The mortgagee, trustee, beneficiary, or authorized agent shall not give notice of sale if the mortgagee, trustee, beneficiary, or authorized agent is currently in negotiations to modify the existing loan.
(b)In performing acts required by this article, the trustee shall incur no liability for any good faith error resulting from reliance on information provided in good faith by the beneficiary regarding the nature and the amount of the default under the secured obligation, deed of trust, or mortgage. In performing the acts required by this article, a trustee shall not be subject to Title 1.6c (commencing with Section 1788) of Part 4.

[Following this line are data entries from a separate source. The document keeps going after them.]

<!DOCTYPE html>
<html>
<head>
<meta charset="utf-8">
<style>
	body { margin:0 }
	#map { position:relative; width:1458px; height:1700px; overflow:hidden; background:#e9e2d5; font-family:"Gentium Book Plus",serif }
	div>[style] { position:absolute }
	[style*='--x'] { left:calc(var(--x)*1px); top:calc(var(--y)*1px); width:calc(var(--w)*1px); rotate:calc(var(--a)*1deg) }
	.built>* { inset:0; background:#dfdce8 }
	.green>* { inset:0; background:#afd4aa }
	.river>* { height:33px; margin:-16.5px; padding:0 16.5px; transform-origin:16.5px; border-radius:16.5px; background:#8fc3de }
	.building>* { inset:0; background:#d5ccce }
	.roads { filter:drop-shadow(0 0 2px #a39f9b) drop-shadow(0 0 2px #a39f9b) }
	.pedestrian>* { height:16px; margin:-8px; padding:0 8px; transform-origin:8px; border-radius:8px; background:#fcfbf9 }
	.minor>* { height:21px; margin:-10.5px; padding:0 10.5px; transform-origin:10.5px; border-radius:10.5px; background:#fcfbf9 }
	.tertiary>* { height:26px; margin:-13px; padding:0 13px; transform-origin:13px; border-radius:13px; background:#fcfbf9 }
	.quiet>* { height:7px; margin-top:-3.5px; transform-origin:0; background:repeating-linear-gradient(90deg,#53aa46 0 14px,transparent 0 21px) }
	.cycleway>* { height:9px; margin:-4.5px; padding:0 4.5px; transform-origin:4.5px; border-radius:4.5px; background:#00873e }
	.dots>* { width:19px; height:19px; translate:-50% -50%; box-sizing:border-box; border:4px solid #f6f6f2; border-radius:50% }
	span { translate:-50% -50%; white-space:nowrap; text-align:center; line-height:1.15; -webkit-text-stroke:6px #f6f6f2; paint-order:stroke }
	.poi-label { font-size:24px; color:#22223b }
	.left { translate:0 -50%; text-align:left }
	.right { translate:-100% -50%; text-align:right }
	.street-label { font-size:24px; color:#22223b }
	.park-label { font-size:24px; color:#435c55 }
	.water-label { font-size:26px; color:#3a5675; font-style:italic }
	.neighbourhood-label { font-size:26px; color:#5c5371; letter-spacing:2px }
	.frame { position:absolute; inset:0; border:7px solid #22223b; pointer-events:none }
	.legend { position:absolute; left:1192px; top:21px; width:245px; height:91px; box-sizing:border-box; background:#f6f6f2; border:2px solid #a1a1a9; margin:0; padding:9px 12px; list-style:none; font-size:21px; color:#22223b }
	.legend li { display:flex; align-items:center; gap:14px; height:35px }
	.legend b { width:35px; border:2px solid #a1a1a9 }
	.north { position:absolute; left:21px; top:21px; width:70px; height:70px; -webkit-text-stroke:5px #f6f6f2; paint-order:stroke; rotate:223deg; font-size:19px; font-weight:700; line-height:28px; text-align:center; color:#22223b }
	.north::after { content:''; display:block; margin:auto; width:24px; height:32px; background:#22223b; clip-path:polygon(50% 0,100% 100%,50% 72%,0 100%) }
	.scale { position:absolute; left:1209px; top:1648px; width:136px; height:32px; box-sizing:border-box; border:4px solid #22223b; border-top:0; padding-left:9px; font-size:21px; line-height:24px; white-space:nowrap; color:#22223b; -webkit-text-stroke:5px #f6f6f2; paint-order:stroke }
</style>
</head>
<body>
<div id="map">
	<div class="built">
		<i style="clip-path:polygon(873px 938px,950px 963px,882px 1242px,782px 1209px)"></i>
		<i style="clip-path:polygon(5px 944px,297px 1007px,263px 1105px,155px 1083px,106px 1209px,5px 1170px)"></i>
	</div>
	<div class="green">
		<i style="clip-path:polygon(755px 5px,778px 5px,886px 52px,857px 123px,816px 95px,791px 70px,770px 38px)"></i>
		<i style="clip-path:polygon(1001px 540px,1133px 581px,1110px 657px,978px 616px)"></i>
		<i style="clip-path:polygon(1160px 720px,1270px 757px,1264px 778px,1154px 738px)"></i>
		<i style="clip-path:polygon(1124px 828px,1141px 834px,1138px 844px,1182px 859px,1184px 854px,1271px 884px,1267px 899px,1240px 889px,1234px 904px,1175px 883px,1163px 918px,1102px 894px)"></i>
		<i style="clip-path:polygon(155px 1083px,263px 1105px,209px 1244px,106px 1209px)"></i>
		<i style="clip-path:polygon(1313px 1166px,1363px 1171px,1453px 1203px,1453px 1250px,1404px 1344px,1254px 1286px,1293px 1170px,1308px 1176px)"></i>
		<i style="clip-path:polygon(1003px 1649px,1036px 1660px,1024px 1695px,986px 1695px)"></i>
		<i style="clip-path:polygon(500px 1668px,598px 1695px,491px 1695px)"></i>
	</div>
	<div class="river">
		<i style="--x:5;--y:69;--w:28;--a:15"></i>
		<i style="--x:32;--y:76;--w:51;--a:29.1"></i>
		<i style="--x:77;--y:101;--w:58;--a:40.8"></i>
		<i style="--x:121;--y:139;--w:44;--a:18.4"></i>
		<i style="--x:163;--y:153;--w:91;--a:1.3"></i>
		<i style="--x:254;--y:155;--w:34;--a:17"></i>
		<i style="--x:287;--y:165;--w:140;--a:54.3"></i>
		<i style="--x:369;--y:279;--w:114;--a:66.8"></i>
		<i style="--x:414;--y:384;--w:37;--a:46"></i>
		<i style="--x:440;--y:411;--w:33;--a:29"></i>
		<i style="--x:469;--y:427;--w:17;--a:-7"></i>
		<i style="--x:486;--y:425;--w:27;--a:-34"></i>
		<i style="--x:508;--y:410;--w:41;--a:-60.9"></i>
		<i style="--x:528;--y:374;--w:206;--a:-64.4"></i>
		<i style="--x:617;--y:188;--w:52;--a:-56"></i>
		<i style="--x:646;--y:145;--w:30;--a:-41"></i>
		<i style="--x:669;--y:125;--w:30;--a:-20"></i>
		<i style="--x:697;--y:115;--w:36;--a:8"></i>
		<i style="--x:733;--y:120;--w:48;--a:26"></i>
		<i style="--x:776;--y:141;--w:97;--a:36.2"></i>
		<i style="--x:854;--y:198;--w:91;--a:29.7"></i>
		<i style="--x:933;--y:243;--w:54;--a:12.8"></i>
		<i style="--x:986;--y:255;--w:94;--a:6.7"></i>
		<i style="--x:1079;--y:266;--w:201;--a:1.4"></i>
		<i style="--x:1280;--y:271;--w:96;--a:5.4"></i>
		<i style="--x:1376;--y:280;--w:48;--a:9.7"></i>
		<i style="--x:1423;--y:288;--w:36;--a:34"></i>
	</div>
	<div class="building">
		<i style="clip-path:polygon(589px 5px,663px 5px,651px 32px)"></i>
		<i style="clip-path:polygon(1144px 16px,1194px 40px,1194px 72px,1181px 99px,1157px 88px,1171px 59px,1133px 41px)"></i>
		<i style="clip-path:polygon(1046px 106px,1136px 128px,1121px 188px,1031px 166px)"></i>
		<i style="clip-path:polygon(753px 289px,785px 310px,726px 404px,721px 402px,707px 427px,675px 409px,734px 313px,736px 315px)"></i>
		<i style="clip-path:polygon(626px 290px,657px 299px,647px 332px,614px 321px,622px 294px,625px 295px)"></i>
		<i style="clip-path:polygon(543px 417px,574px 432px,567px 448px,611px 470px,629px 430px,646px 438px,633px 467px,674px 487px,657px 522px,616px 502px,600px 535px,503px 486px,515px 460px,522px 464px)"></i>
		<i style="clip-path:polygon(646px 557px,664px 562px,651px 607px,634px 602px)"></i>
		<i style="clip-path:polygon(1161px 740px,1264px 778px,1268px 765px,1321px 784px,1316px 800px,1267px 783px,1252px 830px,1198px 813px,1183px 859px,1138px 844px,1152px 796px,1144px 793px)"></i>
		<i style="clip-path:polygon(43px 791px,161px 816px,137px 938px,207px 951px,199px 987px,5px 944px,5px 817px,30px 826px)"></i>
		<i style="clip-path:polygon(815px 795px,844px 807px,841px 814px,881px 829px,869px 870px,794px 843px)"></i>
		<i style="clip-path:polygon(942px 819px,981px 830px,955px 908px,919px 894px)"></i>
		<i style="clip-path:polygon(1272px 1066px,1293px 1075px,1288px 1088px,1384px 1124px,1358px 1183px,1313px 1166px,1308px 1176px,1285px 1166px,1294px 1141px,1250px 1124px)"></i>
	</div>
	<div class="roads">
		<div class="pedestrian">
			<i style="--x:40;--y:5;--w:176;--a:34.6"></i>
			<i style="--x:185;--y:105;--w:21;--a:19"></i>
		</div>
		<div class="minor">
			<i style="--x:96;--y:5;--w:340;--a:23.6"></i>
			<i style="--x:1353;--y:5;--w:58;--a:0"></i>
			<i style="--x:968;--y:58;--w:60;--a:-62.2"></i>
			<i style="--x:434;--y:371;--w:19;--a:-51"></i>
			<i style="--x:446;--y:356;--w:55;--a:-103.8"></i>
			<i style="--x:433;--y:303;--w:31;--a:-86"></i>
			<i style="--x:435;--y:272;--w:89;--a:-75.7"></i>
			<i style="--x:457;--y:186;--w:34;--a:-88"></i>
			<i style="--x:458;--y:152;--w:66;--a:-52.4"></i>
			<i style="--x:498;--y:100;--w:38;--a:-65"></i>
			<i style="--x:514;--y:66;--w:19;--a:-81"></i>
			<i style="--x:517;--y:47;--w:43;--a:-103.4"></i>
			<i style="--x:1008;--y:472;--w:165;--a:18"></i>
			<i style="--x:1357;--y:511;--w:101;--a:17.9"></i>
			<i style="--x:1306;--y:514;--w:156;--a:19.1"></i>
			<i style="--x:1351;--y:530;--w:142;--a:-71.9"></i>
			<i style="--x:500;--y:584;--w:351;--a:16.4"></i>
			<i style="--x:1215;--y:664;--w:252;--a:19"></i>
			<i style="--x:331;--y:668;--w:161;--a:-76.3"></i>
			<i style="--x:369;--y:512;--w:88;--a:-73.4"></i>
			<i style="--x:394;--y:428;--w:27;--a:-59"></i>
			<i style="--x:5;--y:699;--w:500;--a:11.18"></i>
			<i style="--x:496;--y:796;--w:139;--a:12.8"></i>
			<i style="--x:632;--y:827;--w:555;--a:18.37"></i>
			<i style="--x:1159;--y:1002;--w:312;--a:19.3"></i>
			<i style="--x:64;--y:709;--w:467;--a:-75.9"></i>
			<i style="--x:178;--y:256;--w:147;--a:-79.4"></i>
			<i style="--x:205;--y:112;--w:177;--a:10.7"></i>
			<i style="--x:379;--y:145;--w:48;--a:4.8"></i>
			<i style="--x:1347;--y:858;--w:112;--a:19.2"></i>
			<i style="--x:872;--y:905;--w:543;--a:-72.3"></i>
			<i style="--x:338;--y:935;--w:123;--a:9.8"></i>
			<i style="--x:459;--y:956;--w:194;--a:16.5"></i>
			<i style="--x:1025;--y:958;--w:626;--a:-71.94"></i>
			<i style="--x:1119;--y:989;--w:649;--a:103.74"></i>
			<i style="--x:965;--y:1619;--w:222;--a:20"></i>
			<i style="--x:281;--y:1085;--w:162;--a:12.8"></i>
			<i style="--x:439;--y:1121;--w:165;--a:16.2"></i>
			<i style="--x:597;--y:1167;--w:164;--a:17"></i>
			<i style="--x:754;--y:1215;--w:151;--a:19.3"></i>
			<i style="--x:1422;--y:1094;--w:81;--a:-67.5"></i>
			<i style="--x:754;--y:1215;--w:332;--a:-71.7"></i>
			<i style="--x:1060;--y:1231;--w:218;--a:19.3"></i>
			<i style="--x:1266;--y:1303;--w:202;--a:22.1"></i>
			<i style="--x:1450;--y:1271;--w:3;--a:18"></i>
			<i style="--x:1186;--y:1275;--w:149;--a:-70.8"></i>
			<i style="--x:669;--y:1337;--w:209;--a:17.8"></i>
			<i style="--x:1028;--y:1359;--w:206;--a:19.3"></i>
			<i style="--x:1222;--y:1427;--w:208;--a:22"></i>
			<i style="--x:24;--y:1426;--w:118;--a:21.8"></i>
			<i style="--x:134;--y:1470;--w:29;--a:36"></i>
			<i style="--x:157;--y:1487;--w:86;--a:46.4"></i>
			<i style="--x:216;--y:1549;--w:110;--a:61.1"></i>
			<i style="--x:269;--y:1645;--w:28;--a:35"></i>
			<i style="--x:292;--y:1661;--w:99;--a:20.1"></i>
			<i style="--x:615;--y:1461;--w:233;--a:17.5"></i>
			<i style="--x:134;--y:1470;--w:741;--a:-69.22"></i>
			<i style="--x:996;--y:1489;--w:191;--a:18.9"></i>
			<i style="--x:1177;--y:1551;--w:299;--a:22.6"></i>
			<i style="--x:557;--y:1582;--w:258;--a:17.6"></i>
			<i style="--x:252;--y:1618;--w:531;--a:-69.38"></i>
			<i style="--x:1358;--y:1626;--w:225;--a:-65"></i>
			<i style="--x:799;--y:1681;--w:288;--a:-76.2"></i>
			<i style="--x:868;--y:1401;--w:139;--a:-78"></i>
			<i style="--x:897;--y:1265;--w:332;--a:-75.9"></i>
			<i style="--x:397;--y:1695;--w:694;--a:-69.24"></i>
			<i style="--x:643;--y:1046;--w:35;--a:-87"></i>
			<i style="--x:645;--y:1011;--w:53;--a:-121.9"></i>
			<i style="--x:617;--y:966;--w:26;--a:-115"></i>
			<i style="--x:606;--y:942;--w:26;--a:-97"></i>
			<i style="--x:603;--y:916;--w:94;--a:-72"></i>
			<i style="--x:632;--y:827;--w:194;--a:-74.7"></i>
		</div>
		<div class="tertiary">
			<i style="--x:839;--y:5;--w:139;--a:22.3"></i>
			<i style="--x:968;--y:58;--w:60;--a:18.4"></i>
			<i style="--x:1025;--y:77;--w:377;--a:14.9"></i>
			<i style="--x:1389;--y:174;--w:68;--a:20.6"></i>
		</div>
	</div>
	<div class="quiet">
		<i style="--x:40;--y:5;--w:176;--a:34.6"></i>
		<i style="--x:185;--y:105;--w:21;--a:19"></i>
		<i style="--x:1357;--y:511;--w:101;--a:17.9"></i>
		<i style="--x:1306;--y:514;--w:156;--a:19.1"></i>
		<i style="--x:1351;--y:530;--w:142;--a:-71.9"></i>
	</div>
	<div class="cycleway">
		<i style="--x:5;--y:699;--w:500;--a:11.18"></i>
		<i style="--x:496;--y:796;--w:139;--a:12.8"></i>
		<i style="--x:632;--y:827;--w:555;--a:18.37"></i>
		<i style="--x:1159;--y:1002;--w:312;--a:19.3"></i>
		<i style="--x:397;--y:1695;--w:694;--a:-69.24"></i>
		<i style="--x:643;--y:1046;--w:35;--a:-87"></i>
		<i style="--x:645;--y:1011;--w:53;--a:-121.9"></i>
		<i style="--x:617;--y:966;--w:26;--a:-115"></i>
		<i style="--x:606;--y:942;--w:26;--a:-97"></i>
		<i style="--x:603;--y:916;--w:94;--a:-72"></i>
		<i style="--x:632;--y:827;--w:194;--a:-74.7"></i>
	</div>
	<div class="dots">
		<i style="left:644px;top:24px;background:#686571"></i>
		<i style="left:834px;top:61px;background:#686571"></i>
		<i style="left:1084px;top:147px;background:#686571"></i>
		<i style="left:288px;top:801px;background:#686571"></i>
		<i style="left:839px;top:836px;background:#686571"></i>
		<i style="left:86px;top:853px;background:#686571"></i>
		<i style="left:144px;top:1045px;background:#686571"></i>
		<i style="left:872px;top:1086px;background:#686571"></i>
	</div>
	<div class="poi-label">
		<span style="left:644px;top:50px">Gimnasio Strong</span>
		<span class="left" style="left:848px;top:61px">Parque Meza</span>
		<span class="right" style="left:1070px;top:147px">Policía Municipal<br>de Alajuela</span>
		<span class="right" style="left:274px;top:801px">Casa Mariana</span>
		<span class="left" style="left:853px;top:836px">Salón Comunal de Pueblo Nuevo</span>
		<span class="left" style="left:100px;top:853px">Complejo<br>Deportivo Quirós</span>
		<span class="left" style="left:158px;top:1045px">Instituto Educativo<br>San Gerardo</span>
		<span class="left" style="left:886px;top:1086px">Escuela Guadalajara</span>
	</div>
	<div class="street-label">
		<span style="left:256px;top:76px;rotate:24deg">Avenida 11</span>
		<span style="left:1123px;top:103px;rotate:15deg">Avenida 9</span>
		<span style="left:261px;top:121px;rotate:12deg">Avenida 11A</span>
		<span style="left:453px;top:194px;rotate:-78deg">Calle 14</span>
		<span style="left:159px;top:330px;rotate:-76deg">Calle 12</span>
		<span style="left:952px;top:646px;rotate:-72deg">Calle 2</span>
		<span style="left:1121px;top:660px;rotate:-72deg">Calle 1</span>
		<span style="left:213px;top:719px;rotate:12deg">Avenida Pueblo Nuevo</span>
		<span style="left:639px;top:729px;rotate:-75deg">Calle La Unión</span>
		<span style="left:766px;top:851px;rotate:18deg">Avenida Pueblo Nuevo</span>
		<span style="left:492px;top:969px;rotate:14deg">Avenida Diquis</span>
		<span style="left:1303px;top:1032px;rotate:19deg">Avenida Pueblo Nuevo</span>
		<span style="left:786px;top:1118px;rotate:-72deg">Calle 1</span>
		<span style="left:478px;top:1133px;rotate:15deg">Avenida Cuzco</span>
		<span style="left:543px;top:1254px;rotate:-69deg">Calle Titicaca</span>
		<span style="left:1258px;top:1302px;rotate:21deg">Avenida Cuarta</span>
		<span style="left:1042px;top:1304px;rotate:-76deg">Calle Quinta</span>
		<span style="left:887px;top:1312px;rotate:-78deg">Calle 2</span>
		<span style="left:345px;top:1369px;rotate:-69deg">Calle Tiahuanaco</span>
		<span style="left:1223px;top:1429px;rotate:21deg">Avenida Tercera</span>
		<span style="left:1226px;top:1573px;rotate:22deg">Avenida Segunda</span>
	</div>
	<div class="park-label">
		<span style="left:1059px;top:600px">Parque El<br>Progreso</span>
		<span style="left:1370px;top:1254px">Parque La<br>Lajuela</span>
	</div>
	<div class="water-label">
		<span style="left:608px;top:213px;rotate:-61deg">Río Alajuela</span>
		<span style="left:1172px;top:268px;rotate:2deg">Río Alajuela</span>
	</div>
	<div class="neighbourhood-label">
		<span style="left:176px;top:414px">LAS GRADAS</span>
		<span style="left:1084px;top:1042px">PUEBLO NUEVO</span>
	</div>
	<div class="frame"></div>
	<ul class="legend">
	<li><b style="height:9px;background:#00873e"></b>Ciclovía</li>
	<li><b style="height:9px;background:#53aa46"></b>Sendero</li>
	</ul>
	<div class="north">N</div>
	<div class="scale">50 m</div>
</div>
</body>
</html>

(c)A recital in the deed executed pursuant to the power of sale of compliance with all requirements of law regarding the mailing of copies of notices or the publication of a copy of the notice of default or the
personal delivery of the copy of the notice of default or the posting of copies of the notice of sale or the publication of a copy thereof shall constitute prima facie evidence of compliance with these requirements and conclusive evidence thereof in favor of bona fide purchasers and encumbrancers for value and without notice.
(d)All of the following shall constitute privileged communications pursuant to Section 47:
(1)The mailing, publication, and delivery of notices as required by this section.
(2)Performance of the procedures set forth in this article.
(3)Performance of the functions and procedures set forth in this article if those functions and procedures are necessary to carry out the duties described in Sections 729.040, 729.050, and 729.080
of the Code of Civil Procedure.
(e)There is a rebuttable presumption that the beneficiary actually knew of all unpaid loan payments on the obligation owed to the beneficiary and secured by the deed of trust or mortgage subject to the notice of default. However, the failure to include an actually known default shall not invalidate the notice of sale and the beneficiary shall not be precluded from asserting a claim to this omitted default or defaults in a separate notice of default.
(f)This section shall become operative on January 1, 2011.